Strategy disclosed in an April 20 press release that it acquired 34,164 BTC, pushing its total holdings to 815,061 BTC. The purchase signals continued commitment to the company's Bitcoin-first treasury approach.
The return to profit means Strategy's aggregate cost basis across all purchases now sits below the current market price of Bitcoin. This is a paper gain, not a realized profit, as the company has not sold any of its holdings.
For corporate treasuries holding Bitcoin, the distinction between unrealized and realized gains is critical. An unrealized gain reflects the difference between what was paid per coin on average and where the market trades today. Strategy's position moving back into the green suggests Bitcoin's recent price strength has erased drawdowns from prior acquisition tranches made at higher levels.

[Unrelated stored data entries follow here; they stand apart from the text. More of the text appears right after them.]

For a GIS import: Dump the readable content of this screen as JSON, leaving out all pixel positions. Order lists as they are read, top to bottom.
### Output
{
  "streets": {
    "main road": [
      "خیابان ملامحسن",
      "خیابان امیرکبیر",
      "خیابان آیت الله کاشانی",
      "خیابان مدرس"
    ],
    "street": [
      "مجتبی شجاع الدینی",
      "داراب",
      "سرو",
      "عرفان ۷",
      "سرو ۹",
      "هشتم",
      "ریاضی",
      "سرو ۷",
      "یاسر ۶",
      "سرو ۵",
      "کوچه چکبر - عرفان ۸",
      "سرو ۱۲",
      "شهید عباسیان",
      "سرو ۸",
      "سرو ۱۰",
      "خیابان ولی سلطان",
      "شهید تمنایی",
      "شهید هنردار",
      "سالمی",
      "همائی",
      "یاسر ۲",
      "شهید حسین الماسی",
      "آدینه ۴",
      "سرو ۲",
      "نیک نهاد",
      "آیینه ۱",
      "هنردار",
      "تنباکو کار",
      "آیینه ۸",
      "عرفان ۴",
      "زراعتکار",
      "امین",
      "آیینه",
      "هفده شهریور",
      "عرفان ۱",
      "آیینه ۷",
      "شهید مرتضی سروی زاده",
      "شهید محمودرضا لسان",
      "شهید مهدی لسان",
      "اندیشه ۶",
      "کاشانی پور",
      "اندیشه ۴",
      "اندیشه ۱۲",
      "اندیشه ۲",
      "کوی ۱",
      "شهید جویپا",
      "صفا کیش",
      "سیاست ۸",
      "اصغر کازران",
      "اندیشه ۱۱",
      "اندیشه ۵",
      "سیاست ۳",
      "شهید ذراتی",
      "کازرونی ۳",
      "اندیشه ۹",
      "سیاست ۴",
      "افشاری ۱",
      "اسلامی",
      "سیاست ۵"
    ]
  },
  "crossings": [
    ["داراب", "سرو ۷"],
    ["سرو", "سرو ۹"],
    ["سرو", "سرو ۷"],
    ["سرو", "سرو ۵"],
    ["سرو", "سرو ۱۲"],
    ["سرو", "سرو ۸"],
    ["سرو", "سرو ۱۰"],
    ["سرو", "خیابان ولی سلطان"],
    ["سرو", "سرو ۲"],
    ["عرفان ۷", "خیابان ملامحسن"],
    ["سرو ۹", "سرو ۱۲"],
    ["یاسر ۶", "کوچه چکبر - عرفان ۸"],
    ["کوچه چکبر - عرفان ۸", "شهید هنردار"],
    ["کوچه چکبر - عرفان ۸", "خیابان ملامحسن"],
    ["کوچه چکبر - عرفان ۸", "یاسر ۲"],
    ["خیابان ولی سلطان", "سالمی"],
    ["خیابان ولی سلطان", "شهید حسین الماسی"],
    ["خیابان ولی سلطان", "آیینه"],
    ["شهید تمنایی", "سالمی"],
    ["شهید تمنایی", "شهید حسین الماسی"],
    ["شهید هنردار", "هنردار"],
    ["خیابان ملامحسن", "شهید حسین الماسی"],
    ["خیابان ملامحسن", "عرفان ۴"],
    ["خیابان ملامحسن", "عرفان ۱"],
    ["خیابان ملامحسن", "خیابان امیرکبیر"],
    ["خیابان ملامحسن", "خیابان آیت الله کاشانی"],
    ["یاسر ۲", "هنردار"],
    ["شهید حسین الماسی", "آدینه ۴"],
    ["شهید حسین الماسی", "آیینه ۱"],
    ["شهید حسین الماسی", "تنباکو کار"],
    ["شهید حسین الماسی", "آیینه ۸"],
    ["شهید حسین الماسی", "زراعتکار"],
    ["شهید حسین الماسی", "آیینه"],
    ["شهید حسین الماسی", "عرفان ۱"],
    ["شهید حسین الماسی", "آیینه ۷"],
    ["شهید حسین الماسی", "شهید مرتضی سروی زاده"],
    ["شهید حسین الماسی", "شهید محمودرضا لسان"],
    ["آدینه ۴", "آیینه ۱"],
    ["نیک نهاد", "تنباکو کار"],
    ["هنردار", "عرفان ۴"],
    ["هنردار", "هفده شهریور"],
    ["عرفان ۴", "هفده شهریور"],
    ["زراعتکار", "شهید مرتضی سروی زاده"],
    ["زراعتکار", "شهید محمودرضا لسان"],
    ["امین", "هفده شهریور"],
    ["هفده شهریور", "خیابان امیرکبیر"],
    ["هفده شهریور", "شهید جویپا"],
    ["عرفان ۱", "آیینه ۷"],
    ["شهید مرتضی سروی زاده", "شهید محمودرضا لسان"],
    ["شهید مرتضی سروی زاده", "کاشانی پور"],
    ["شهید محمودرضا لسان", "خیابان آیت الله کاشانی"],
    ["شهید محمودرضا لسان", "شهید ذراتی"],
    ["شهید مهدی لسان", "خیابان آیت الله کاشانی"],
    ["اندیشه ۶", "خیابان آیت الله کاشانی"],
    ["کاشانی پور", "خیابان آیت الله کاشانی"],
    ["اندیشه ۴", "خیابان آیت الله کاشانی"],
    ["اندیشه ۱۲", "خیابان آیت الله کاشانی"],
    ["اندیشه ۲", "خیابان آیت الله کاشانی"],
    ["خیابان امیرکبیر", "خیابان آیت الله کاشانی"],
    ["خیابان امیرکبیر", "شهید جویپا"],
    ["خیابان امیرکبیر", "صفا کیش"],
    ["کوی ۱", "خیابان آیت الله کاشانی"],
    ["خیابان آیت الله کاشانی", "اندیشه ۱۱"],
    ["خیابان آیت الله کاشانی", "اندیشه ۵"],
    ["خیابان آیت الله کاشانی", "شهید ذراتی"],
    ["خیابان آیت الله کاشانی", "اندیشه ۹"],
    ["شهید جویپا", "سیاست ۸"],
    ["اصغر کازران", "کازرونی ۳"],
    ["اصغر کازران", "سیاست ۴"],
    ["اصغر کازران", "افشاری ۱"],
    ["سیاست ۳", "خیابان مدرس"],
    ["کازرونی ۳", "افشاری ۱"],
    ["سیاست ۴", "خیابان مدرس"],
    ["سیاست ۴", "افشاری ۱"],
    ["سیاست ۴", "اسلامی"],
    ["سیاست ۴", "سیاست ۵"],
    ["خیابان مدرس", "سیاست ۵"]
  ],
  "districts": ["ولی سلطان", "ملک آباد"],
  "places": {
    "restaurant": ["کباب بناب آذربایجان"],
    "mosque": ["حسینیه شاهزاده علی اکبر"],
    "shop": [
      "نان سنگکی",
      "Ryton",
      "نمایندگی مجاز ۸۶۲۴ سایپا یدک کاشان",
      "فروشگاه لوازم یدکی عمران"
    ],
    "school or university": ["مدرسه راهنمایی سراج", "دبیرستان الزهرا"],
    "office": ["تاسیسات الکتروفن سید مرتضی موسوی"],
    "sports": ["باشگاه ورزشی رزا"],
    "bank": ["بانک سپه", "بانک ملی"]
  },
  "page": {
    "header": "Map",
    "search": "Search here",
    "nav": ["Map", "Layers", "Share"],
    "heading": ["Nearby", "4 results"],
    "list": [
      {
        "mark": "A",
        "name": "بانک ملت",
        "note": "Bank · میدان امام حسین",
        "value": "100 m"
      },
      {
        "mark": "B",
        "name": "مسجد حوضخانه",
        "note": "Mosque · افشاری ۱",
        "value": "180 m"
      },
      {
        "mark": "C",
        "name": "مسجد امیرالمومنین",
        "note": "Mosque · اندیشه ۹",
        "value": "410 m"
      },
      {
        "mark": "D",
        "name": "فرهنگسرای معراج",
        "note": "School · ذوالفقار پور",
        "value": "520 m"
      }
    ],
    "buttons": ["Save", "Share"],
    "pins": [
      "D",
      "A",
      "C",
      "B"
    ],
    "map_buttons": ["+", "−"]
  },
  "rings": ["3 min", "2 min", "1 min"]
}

Alongside the acquisition disclosure, Strategy reported a BTC Yield of 6.2%. BTC Yield is a company-defined metric that measures the percentage change in the ratio of Bitcoin holdings to assumed diluted shares outstanding over a given period.
In practical terms, a positive BTC Yield means Strategy is accumulating Bitcoin faster than it is diluting its equity. A reading of 6.2% indicates the company's Bitcoin-per-share ratio has grown by that amount, which Strategy frames as a core measure of shareholder value creation through its treasury operations.
The metric is not a traditional financial yield. It does not represent income or cash flow. Instead, it captures how effectively the company converts capital raises into Bitcoin accumulation relative to share count, a concept loosely comparable to how DeFi protocols track capital efficiency ratios for locked assets.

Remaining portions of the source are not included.